[Work item]
If a line in the data below includes the string "rotate", please return a copy of it.

[Given records Boundary: Start]

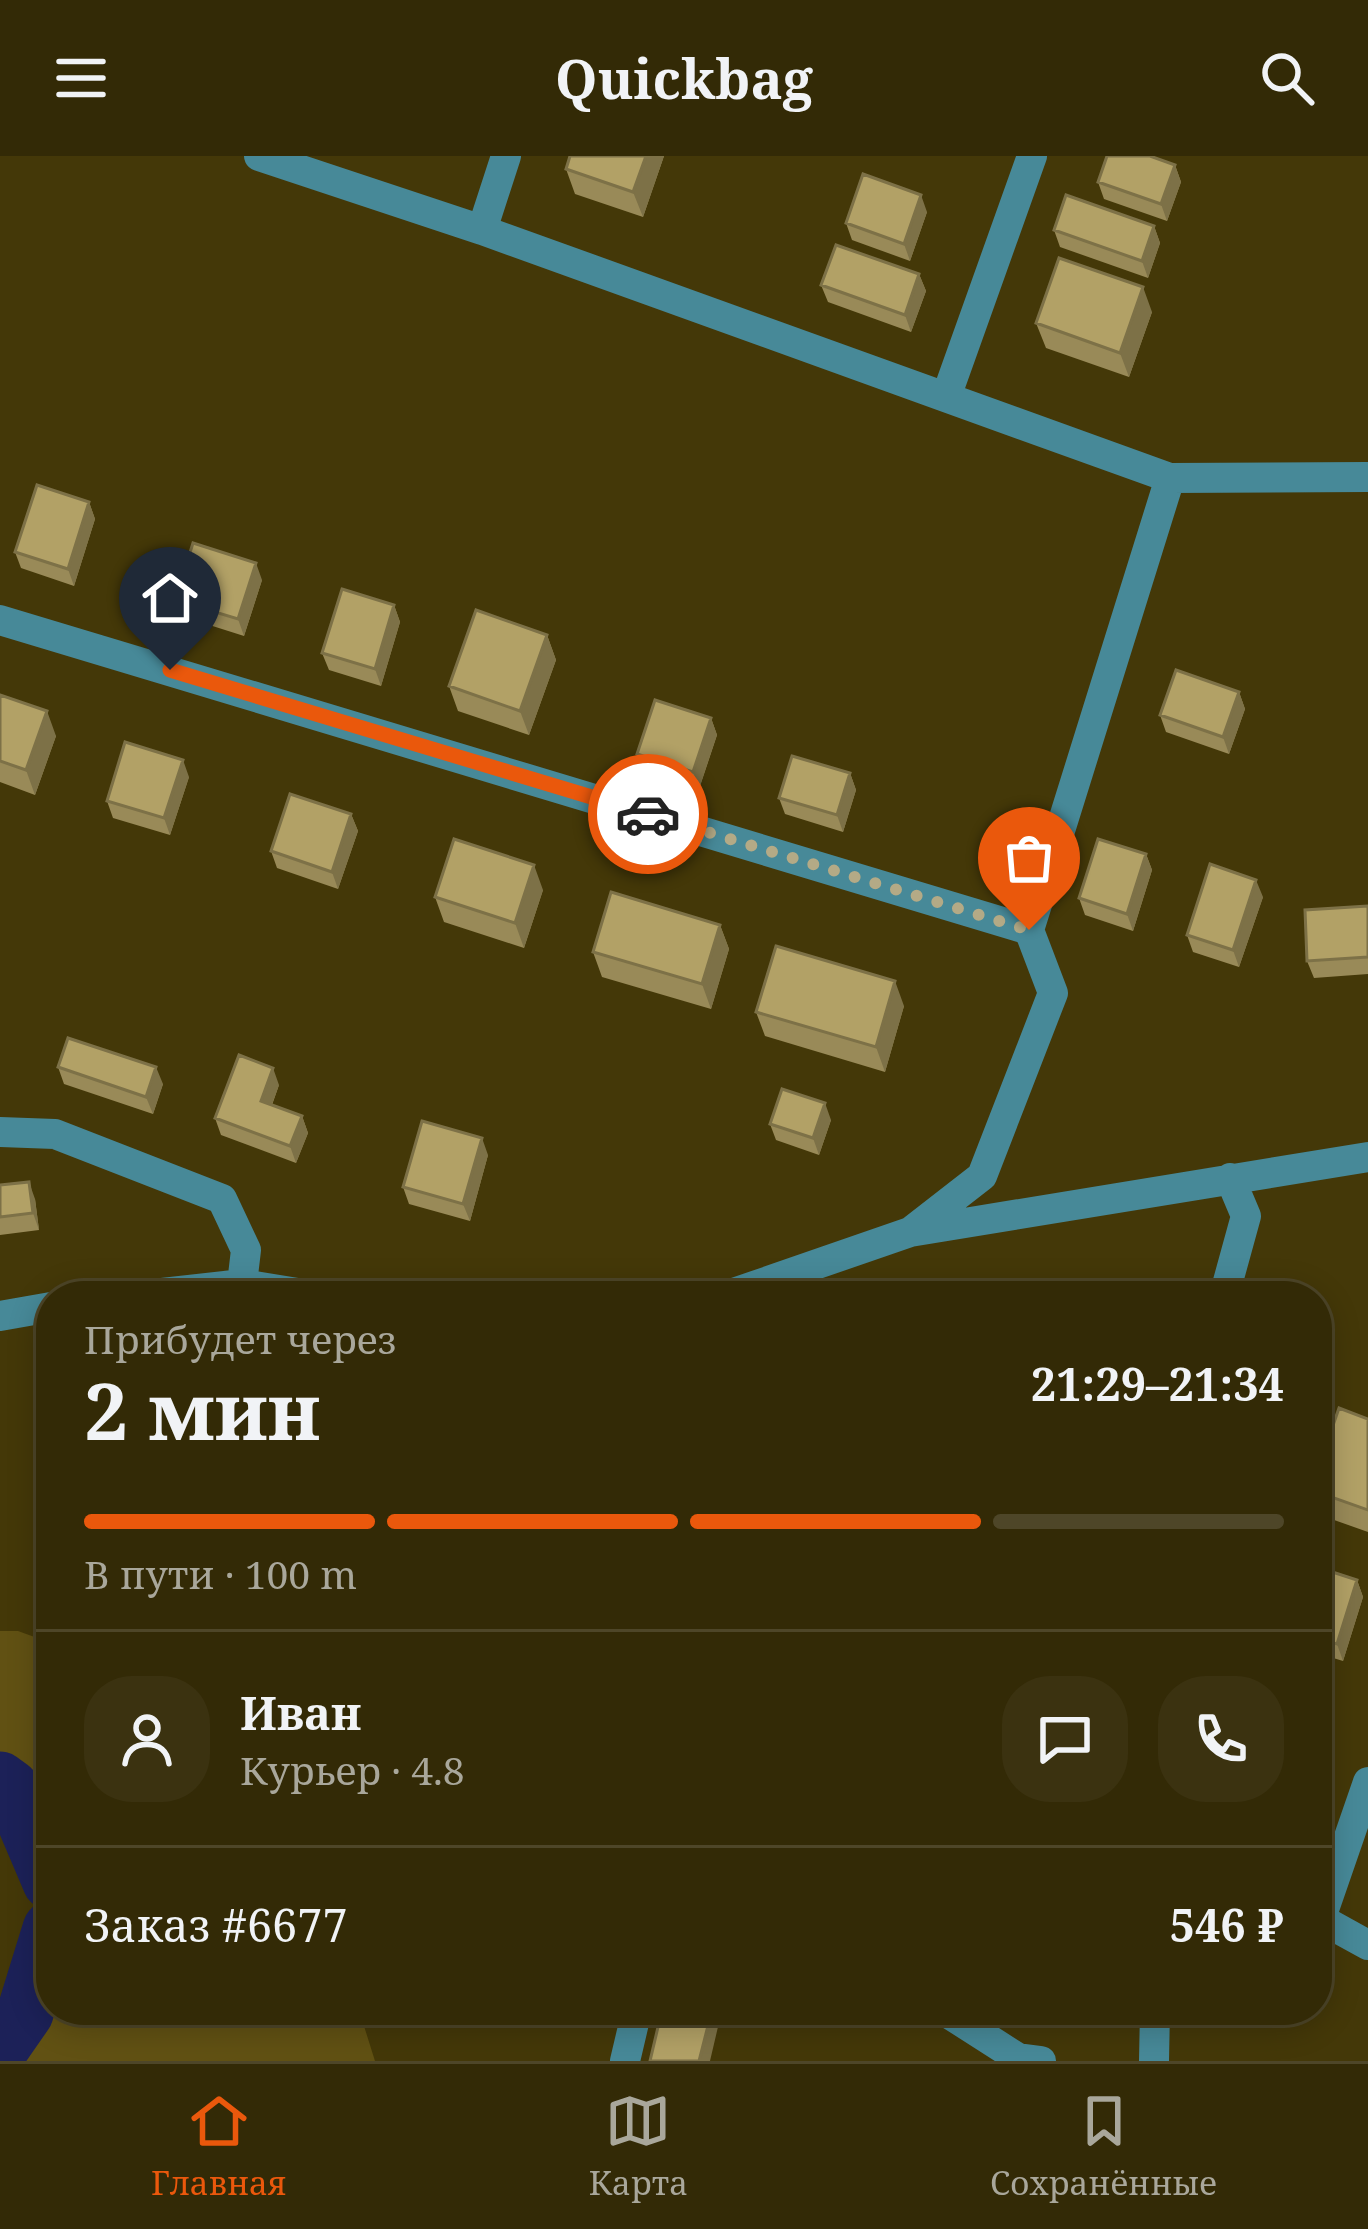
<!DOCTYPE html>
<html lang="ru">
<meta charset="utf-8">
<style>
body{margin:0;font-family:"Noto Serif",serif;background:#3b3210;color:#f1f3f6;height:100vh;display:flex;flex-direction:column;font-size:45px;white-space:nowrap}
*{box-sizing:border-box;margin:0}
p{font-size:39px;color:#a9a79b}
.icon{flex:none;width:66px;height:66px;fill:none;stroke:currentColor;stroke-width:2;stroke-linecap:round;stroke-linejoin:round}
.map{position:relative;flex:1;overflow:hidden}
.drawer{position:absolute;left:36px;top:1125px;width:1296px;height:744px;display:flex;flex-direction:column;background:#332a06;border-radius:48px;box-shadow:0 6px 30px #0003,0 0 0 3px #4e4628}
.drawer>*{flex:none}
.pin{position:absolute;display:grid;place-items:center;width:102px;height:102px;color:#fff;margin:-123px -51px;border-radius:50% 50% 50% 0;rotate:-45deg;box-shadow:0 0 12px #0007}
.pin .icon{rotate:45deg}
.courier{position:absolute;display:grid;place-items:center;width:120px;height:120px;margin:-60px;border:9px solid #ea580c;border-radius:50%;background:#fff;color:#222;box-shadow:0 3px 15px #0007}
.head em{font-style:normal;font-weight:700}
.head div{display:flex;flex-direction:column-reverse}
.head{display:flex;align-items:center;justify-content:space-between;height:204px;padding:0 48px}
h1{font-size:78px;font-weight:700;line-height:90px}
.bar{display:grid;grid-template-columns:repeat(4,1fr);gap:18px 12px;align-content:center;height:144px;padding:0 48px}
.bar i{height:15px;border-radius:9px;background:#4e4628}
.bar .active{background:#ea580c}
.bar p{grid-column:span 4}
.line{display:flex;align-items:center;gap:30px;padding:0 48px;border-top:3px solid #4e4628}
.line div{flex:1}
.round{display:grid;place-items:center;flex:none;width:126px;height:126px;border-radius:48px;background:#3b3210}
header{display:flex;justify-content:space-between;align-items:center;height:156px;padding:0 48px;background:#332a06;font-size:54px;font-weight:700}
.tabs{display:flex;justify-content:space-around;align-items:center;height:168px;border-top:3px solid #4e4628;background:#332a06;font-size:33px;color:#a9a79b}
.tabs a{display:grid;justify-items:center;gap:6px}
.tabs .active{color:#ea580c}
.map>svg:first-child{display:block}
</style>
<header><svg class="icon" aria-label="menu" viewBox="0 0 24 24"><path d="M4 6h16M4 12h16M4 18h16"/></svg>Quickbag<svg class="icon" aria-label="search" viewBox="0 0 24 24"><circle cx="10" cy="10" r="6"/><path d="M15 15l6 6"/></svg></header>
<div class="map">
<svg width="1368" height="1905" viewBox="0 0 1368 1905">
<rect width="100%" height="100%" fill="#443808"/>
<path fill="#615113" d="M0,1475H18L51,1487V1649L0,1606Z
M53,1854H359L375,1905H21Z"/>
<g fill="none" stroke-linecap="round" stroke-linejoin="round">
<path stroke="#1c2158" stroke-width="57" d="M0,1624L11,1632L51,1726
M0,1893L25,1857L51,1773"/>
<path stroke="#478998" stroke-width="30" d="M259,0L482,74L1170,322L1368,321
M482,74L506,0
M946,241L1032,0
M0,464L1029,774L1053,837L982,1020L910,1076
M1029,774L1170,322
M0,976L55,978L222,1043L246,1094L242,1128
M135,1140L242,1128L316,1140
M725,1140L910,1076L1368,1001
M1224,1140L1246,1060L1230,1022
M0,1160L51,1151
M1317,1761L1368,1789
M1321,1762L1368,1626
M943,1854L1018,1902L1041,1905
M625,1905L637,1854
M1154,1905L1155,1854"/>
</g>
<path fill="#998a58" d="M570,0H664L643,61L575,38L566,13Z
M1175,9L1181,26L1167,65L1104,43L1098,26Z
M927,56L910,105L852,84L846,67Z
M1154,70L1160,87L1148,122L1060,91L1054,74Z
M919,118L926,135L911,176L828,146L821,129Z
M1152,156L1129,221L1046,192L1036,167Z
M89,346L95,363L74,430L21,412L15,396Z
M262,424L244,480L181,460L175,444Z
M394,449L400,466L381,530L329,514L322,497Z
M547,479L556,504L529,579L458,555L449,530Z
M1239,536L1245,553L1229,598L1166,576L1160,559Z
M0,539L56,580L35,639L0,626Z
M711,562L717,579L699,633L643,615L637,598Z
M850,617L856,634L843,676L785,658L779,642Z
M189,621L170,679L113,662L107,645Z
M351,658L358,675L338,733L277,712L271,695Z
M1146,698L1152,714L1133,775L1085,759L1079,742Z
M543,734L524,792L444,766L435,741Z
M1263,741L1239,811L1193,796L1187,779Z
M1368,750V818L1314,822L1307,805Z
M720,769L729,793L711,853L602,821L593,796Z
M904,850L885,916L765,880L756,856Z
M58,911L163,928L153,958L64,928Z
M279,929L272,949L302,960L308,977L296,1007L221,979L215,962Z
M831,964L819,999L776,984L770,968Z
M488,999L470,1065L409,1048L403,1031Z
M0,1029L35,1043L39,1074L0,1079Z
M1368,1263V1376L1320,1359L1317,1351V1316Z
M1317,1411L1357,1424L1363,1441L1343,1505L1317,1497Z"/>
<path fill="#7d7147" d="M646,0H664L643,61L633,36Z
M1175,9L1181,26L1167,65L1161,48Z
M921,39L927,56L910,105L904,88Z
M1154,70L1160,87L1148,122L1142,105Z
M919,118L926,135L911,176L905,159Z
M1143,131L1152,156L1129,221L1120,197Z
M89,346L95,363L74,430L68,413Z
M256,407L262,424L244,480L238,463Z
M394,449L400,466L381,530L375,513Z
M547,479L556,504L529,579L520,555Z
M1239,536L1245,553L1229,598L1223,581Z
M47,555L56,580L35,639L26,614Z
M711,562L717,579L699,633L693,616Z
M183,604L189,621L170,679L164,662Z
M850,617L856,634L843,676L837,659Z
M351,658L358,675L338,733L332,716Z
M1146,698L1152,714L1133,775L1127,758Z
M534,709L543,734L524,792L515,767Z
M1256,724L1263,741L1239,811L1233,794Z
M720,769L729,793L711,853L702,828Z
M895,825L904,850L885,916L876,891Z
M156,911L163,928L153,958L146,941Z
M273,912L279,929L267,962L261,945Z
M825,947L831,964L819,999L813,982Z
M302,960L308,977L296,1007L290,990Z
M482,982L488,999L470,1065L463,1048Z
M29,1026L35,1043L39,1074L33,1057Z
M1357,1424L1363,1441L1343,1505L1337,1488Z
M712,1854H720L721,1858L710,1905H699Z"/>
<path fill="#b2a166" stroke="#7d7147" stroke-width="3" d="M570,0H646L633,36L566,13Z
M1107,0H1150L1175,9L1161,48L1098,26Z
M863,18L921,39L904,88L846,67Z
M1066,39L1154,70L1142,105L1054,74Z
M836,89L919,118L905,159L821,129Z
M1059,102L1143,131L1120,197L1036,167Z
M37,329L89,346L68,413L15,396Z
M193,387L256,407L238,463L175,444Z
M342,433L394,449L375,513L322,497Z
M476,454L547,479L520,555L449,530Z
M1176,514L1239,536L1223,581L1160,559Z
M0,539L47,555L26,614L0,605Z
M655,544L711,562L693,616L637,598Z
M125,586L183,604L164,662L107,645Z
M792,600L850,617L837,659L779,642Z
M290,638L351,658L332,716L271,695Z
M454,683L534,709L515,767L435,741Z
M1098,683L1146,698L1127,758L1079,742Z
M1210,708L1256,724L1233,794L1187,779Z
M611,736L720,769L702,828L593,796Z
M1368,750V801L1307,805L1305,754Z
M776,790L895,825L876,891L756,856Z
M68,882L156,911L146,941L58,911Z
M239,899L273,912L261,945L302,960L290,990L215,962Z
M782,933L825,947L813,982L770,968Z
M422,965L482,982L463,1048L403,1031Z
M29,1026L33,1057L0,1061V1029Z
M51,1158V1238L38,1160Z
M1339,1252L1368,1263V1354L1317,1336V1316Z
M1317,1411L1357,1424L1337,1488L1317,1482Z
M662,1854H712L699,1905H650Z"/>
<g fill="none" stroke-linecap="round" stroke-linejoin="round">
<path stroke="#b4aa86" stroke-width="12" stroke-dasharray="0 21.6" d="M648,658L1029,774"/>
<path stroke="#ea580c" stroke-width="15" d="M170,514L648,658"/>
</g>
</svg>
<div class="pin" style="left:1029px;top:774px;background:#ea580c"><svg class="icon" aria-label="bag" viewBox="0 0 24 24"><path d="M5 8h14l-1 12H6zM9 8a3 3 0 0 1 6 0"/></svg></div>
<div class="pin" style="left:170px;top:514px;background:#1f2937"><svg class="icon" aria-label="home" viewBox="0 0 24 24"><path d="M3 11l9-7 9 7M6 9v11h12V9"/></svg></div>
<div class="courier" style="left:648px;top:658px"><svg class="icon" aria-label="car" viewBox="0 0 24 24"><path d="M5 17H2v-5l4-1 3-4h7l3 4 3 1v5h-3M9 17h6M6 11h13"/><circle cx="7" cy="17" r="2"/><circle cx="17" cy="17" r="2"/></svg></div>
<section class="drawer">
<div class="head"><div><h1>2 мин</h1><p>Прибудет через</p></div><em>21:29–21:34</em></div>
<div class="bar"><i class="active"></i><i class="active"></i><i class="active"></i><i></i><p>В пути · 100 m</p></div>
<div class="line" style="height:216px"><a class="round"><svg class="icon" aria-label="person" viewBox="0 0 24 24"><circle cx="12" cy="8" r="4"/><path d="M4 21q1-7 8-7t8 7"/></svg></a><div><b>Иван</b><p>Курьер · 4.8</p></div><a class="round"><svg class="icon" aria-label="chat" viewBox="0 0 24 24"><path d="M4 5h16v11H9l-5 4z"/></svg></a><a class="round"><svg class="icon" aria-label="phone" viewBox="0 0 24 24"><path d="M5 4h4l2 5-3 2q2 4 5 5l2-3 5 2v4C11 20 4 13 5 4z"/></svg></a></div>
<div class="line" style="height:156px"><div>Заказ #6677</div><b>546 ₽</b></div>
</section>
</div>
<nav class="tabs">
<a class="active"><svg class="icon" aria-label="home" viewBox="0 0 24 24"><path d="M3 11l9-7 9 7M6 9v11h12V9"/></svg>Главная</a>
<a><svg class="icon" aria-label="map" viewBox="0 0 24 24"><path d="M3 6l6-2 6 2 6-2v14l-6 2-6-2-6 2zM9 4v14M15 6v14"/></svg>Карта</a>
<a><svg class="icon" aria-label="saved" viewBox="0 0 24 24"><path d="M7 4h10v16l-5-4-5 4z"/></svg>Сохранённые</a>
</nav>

[Given records Boundary: End]

[Solution to the exercise]
.pin{position:absolute;display:grid;place-items:center;width:102px;height:102px;color:#fff;margin:-123px -51px;border-radius:50% 50% 50% 0;rotate:-45deg;box-shadow:0 0 12px #0007}
.pin .icon{rotate:45deg}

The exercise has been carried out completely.